START Available data

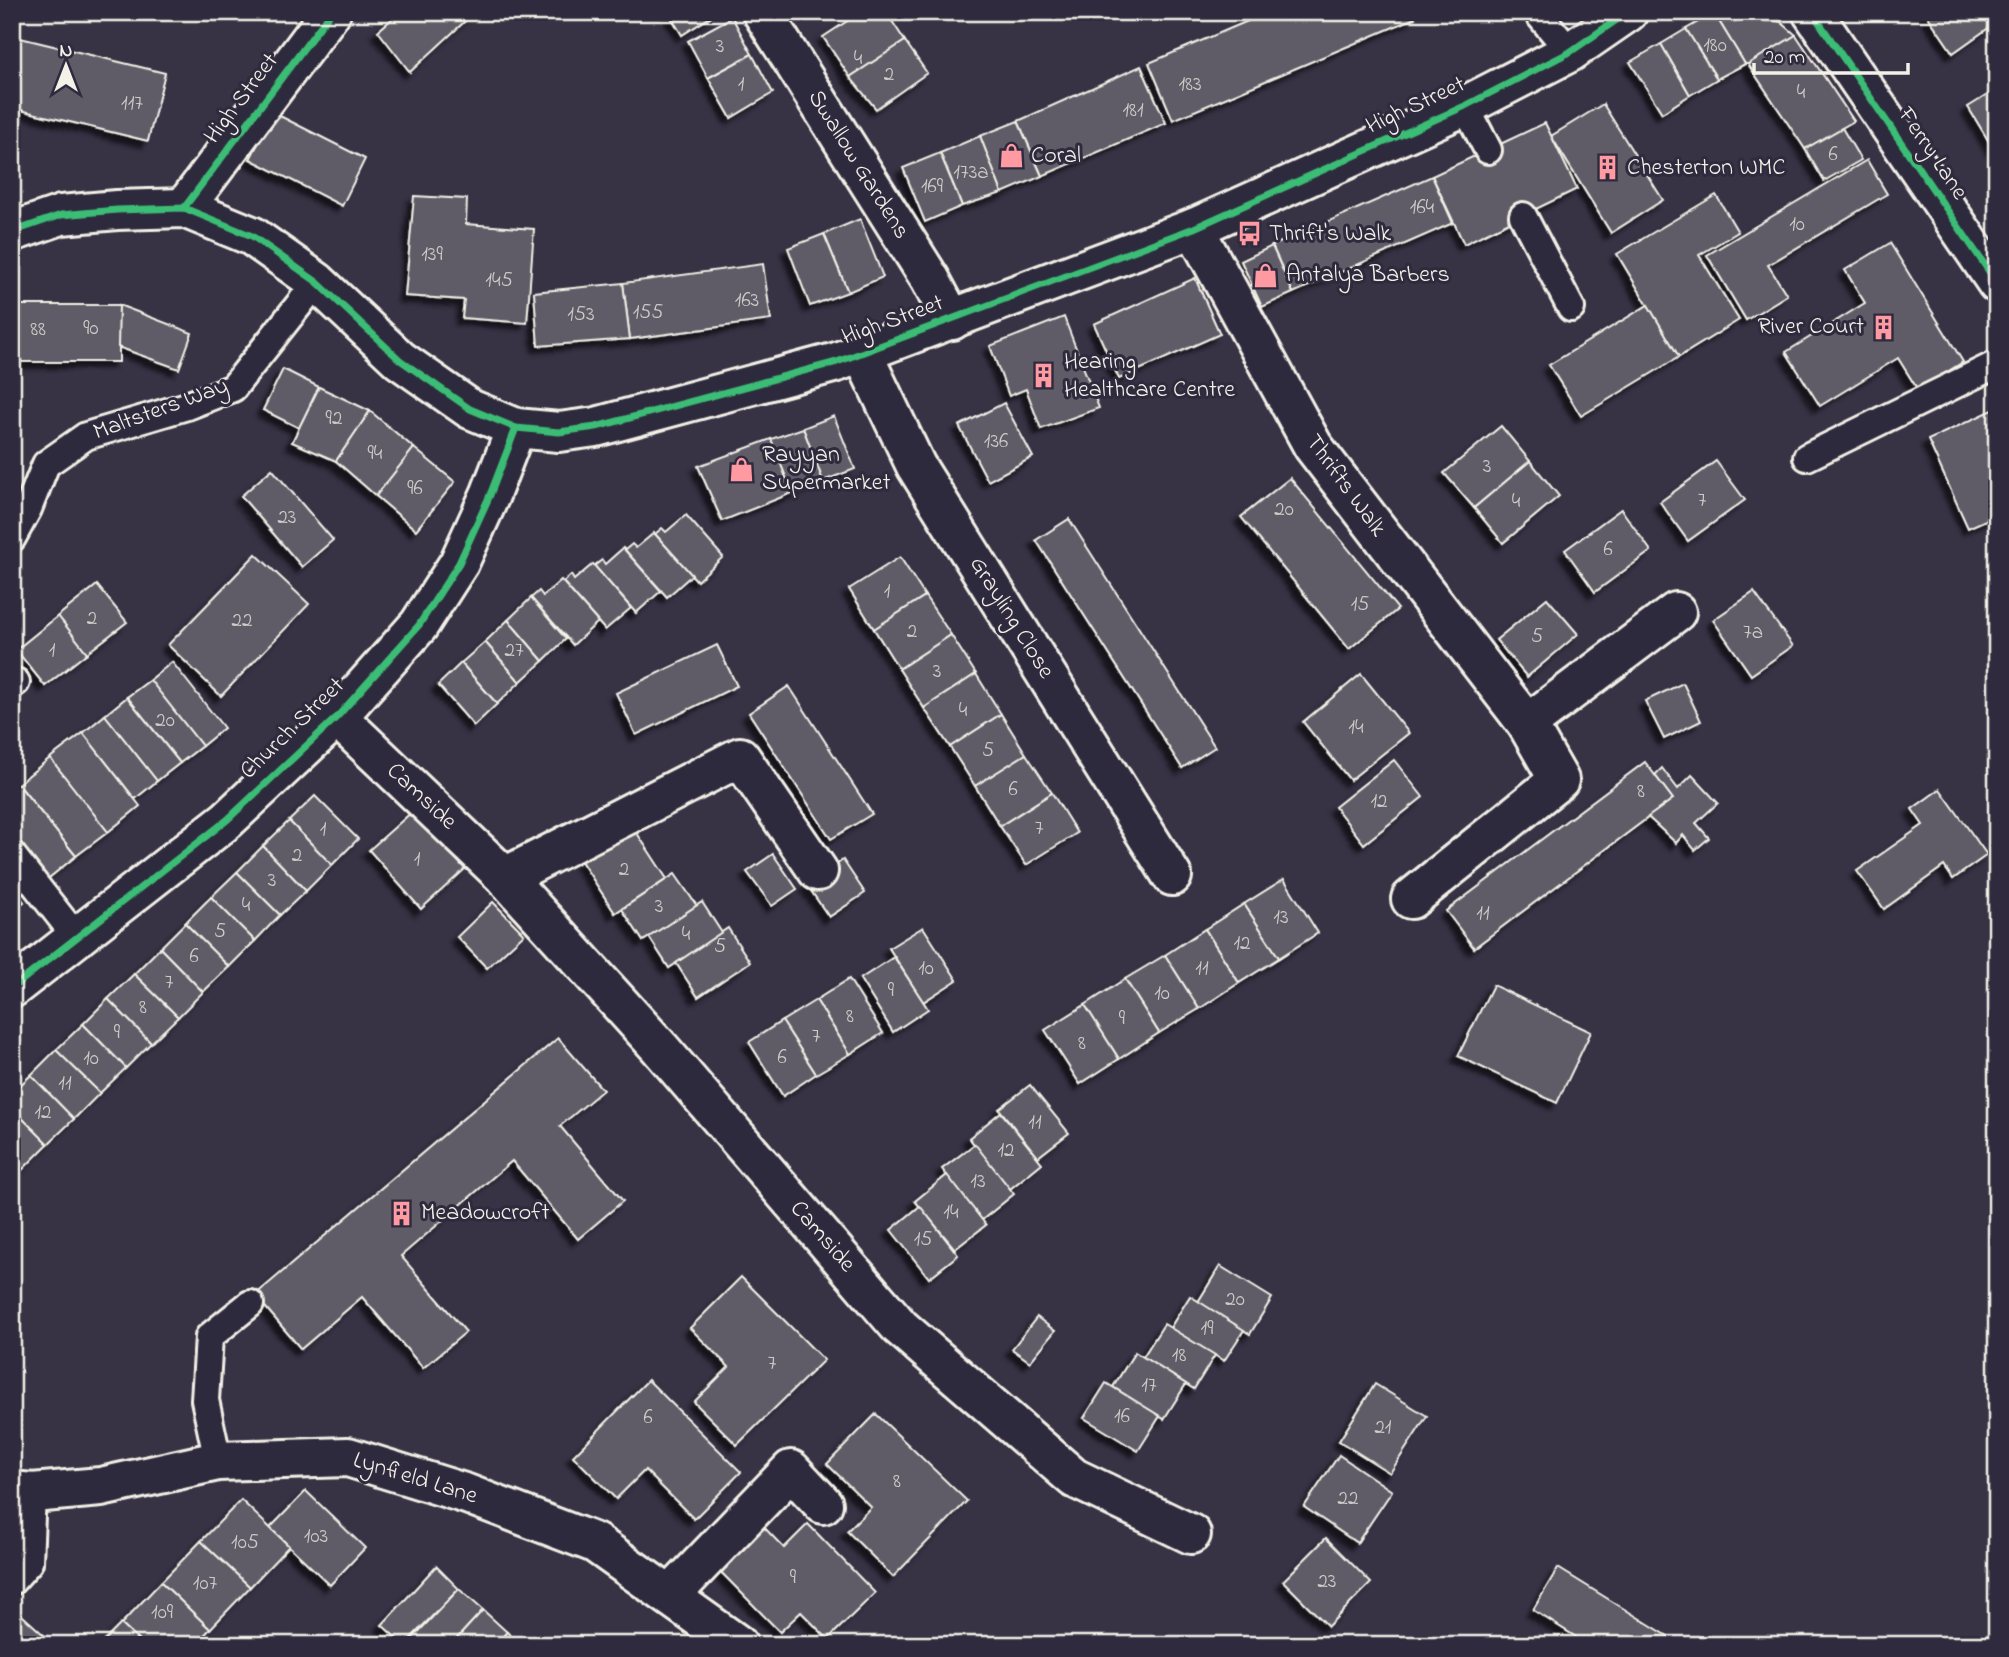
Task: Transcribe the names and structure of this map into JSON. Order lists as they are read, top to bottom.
{
  "streets": {
    "street": [
      "High Street",
      "Ferry Lane",
      "Swallow Gardens",
      "Thrifts Walk",
      "Grayling Close",
      "Church Street",
      "Camside",
      "Lynfield Lane"
    ],
    "lane": ["Maltsters Way"]
  },
  "crossings": [
    ["High Street", "Swallow Gardens"],
    ["High Street", "Maltsters Way"],
    ["High Street", "Thrifts Walk"],
    ["High Street", "Grayling Close"],
    ["High Street", "Church Street"],
    ["Church Street", "Camside"]
  ],
  "places": {
    "shop": ["Coral", "Antalya Barbers", "Rayyan Supermarket"],
    "building": [
      "Chesterton WMC",
      "River Court",
      "Hearing Healthcare Centre",
      "Meadowcroft"
    ],
    "bus stop": ["Thrift's Walk"]
  },
  "house_numbers": [
    "180",
    "3",
    "4",
    "2",
    "1",
    "183",
    "4",
    "117",
    "181",
    "6",
    "173a",
    "169",
    "164",
    "10",
    "139",
    "145",
    "163",
    "155",
    "153",
    "90",
    "88",
    "92",
    "136",
    "94",
    "3",
    "96",
    "7",
    "4",
    "20",
    "23",
    "6",
    "1",
    "15",
    "2",
    "22",
    "2",
    "7a",
    "5",
    "1",
    "27",
    "3",
    "4",
    "20",
    "14",
    "5",
    "6",
    "8",
    "12",
    "7",
    "1",
    "2",
    "1",
    "2",
    "3",
    "4",
    "3",
    "11",
    "13",
    "5",
    "4",
    "12",
    "5",
    "6",
    "10",
    "11",
    "7",
    "9",
    "10",
    "8",
    "8",
    "9",
    "9",
    "7",
    "8",
    "6",
    "10",
    "11",
    "12",
    "11",
    "12",
    "13",
    "14",
    "15",
    "20",
    "19",
    "18",
    "7",
    "17",
    "16",
    "6",
    "21",
    "8",
    "22",
    "103",
    "105",
    "9",
    "23",
    "107",
    "109"
  ],
  "scale_bar": "20 m",
  "north": "top"
}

END Available data

Task details: Copy each line of the listing that contains "Close".

Output for this exercise:
      "Grayling Close",
    ["High Street", "Grayling Close"],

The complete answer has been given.